Dès ses origines, la photographie est partie en quête du ciel, de la lune et des étoiles. Cherchant des points lumineux dans la nuit noire, ou l'excès de visibilité du soleil, de la foudre et des phénomènes électriques. C'est qu'elle avait faim de voyages, sur terre, sur mer, dans les astres aussi bien qu'à l'intérieur des corps et jusque dans les plus infimes divisions corpusculaires. Ce qu'elle a trouvé en chemin, ce n'est rien d'autre qu'elle-même, cette écriture de lumière capable de survivre au temps.


Mais plus encore qu'une autre exposition sur la photographie se mirant ellemême (ce qui est presque devenu une rhétorique aujourd'hui), ce serait une exposition sur le regard. Ou plutôt sur les regards. Autant de regards que de démarches. Autant de regards que de spectateurs. Mais alors, quels regards ?


Celui qui fait corps avec le monde, s'y plonge sans retenue : le regard qui aime à se perdre dans les espaces infinis, ceux qui apparentent la poussière inframince de notre quotidien aux nébuleuses interstellaires. Cette perte de l'échelle, du microscopique au macroscopique, comme un éternel jeu optique, un état d'enfance innervé d'imaginaire. Le regard par atomisation, Sandrine Elberg.
 

Il y a aussi le regard qui se concentre sur un simple point jusqu'au vertige de l'hypnose. Des éclairs de flashes répétés viennent frapper la surface photosensible constituée, couche après couche, de gomme bichromatée, cette technique historique de la photographie que le tireur dépouille avec le pinceau. La couleur presque par accident. Le regard par concentration intense, Mustapha Azeroual.
 

Et enfin, le regard qui creuse, fouille, scrute. Cherche à percer l'opacité, repousser la nuit et franchir les espaces du temps.
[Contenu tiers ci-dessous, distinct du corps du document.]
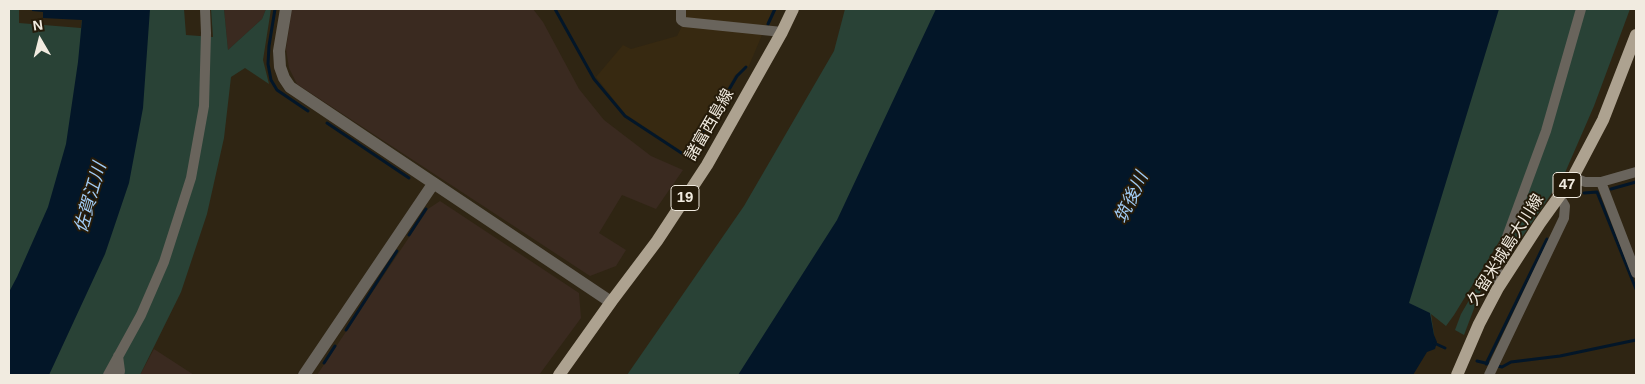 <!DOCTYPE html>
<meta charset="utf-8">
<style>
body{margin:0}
#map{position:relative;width:1645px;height:384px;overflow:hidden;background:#2f2513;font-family:Helvetica,sans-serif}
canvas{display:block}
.frame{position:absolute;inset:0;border:10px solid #f1ebe0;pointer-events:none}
.north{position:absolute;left:15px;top:15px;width:50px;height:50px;-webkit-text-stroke:4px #251b0a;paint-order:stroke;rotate:352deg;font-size:14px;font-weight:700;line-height:20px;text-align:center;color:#f1ebe0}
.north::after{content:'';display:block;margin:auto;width:18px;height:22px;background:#f1ebe0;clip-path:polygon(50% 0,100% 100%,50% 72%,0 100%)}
</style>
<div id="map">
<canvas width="1645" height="384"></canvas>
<div class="frame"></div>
<div class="north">N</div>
</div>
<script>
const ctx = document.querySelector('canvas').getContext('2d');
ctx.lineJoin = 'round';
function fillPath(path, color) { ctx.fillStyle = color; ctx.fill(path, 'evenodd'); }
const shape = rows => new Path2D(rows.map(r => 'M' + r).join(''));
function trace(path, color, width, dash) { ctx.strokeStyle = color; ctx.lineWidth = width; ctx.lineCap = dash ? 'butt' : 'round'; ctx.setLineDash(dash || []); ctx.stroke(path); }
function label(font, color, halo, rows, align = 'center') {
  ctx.font = font + ' Helvetica,"Noto Sans JP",sans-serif'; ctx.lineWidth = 4; ctx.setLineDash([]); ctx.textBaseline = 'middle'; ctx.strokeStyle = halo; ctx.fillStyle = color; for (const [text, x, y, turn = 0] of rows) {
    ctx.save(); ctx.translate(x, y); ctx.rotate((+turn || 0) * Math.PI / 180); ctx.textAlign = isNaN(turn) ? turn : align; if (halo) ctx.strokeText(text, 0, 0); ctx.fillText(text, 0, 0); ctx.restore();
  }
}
fillPath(shape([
 [685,9,773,9,748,68,735,75,689,156,625,114,596,77,623,45,631,49,677,36,683,24]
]), '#372911');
fillPath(shape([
 [224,9,266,9,262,19,228,50],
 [292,9,533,9,543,22,579,89,604,120,651,156,683,170,656,209,622,195,599,233,626,250,616,266,590,276,297,84,289,68,286,49],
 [440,201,579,293,581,318,539,375,317,375,428,209],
 [154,349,194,375,140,375]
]), '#3a2a20');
fillPath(shape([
 [9,9,19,9,19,23,81,28,82,19,80,139,9,320],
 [140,9,184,9,186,35,213,37,211,9,224,9,228,50,262,19,266,9,271,9,263,60,269,84,245,68,231,77,224,138,207,214,181,292,140,375,38,375],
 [845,9,963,9,752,375,627,375,744,206,834,51],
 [1474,9,1579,9,1544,131,1505,232,1454,315,1446,326,1431,314,1434,335,1382,312],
 [1584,9,1630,9,1594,106,1564,175,1503,265,1511,231],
 [1492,261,1464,335,1455,330,1461,314]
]), '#294236');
fillPath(shape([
 [32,9,150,9,143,108,129,183,105,254,49,375,9,375,9,292,17,277,48,207,66,144,78,62,82,20,43,18,43,12,32,11],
 [936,9,1499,9,1409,303,1430,313,1434,335,1437,342,1435,349,1427,352,1413,375,738,375,837,220]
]), '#031628');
trace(shape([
 [275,9,269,46,268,64,271,80,277,90,308,111],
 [555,9,594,79,625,116,689,158,737,76,746,67],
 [768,24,775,9],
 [327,123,409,178],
 [1611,189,1636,182],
 [1584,193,1597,192,1636,289],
 [409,235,426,209],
 [346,330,397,251],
 [1434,343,1445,348],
 [1477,361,1502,367,1511,362,1560,356,1636,340],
 [324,363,335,346],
 [1486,364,1547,239]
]), '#031628', 3);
trace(shape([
 [681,9,681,20,684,22,782,32],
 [1573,177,1585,182,1601,182,1636,172],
 [1601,182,1636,273],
 [1498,288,1497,264,1546,131,1581,9],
 [118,356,120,371,119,375],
 [108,375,141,315,164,262,191,178,204,106,206,33,205,9],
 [1489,375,1564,218,1565,206,1559,196]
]), '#69645c', 10);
trace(shape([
 [286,9,279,51,280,67,284,78,290,87,611,302],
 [304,375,433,184]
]), '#69645c', 12);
trace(shape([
 [559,375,611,302,657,241,707,165,782,32,793,9],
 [1457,375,1479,324,1498,288,1540,223,1573,177,1603,120,1636,35]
]), '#ada290', 12);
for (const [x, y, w] of [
 [1567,185,28],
 [685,198,28]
]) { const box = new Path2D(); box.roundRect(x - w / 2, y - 12.5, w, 25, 4); ctx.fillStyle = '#251b0a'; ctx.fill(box); trace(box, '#f1ebe0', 1); }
label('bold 15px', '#f1ebe0', null, [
 ["47",1567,185],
 ["19",685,198]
]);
label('16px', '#f1ebe0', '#251b0a', [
 ["諸富西島線",710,125,-60],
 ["久留米城島大川線",1506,250,-58]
]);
label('italic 18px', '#a1cbf4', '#251b0a', [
 ["佐賀江川",91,198,-74],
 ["筑後川",1132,198,-65]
]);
</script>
Pour trouver quoi ? Conjurer quelles angoisses ? Echapper à quelles peurs ? Car depuis les origines, les hommes ont relié les éléments et les fils de la vie pour faire naître des récits, afin de donner sens à ce vertige infini. Retrouver le fil des histoires, construire une fiction. Le regard narrateur, Manon Lanjouère.
 

Le regard se dissout dans les images, notre corps s'y projette, il devient points, lignes, formes, silhouettes. Considère enfin ceci : quand le grain du cosmos se confond avec les comètes argentiques, le voir n'est rien d'autre que du désir, aux frontières de la preuve et de l'imagination. Regarder les photographies ou les étoiles, ce n'est jamais que chercher notre position dans le monde.